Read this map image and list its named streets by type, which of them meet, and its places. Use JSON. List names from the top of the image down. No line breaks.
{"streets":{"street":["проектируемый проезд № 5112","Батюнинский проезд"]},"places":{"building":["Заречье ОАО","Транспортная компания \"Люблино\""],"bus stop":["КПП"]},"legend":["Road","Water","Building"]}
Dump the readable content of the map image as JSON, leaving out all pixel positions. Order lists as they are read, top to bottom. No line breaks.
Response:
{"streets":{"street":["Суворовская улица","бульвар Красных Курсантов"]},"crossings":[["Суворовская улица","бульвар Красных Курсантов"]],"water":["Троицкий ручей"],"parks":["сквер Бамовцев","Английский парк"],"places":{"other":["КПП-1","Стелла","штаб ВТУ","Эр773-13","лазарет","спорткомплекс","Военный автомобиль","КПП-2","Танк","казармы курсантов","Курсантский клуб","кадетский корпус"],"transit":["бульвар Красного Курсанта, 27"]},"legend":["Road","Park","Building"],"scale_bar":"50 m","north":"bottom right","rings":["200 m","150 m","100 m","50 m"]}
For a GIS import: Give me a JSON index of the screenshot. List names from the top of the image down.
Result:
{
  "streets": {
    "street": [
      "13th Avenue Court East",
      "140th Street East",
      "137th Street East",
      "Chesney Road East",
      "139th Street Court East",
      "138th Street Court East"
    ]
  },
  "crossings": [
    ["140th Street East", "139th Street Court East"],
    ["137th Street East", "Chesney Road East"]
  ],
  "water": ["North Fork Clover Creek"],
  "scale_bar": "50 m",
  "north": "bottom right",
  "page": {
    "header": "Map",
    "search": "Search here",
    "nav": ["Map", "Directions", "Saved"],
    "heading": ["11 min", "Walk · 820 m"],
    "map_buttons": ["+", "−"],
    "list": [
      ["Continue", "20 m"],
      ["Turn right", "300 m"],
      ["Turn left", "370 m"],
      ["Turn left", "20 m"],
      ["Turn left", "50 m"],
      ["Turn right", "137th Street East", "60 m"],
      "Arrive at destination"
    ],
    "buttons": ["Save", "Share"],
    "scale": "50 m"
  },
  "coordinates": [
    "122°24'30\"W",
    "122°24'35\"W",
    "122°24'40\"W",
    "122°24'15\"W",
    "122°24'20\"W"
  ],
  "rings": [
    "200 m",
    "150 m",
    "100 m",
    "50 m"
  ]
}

━━━━━━━━━━━━━━━━

- **Requirement**
The entries above should be set down again exactly as they appear.

- **Response area**
Read this map image and list its named streets by type, which of them meet, and its places. Use JSON. List names from the top of the image down. No line breaks.
{"streets":{"street":["проектируемый проезд № 5112","Батюнинский проезд"]},"places":{"building":["Заречье ОАО","Транспортная компания \"Люблино\""],"bus stop":["КПП"]},"legend":["Road","Water","Building"]}
Dump the readable content of the map image as JSON, leaving out all pixel positions. Order lists as they are read, top to bottom. No line breaks.
Response:
{"streets":{"street":["Суворовская улица","бульвар Красных Курсантов"]},"crossings":[["Суворовская улица","бульвар Красных Курсантов"]],"water":["Троицкий ручей"],"parks":["сквер Бамовцев","Английский парк"],"places":{"other":["КПП-1","Стелла","штаб ВТУ","Эр773-13","лазарет","спорткомплекс","Военный автомобиль","КПП-2","Танк","казармы курсантов","Курсантский клуб","кадетский корпус"],"transit":["бульвар Красного Курсанта, 27"]},"legend":["Road","Park","Building"],"scale_bar":"50 m","north":"bottom right","rings":["200 m","150 m","100 m","50 m"]}
For a GIS import: Give me a JSON index of the screenshot. List names from the top of the image down.
Result:
{
  "streets": {
    "street": [
      "13th Avenue Court East",
      "140th Street East",
      "137th Street East",
      "Chesney Road East",
      "139th Street Court East",
      "138th Street Court East"
    ]
  },
  "crossings": [
    ["140th Street East", "139th Street Court East"],
    ["137th Street East", "Chesney Road East"]
  ],
  "water": ["North Fork Clover Creek"],
  "scale_bar": "50 m",
  "north": "bottom right",
  "page": {
    "header": "Map",
    "search": "Search here",
    "nav": ["Map", "Directions", "Saved"],
    "heading": ["11 min", "Walk · 820 m"],
    "map_buttons": ["+", "−"],
    "list": [
      ["Continue", "20 m"],
      ["Turn right", "300 m"],
      ["Turn left", "370 m"],
      ["Turn left", "20 m"],
      ["Turn left", "50 m"],
      ["Turn right", "137th Street East", "60 m"],
      "Arrive at destination"
    ],
    "buttons": ["Save", "Share"],
    "scale": "50 m"
  },
  "coordinates": [
    "122°24'30\"W",
    "122°24'35\"W",
    "122°24'40\"W",
    "122°24'15\"W",
    "122°24'20\"W"
  ],
  "rings": [
    "200 m",
    "150 m",
    "100 m",
    "50 m"
  ]
}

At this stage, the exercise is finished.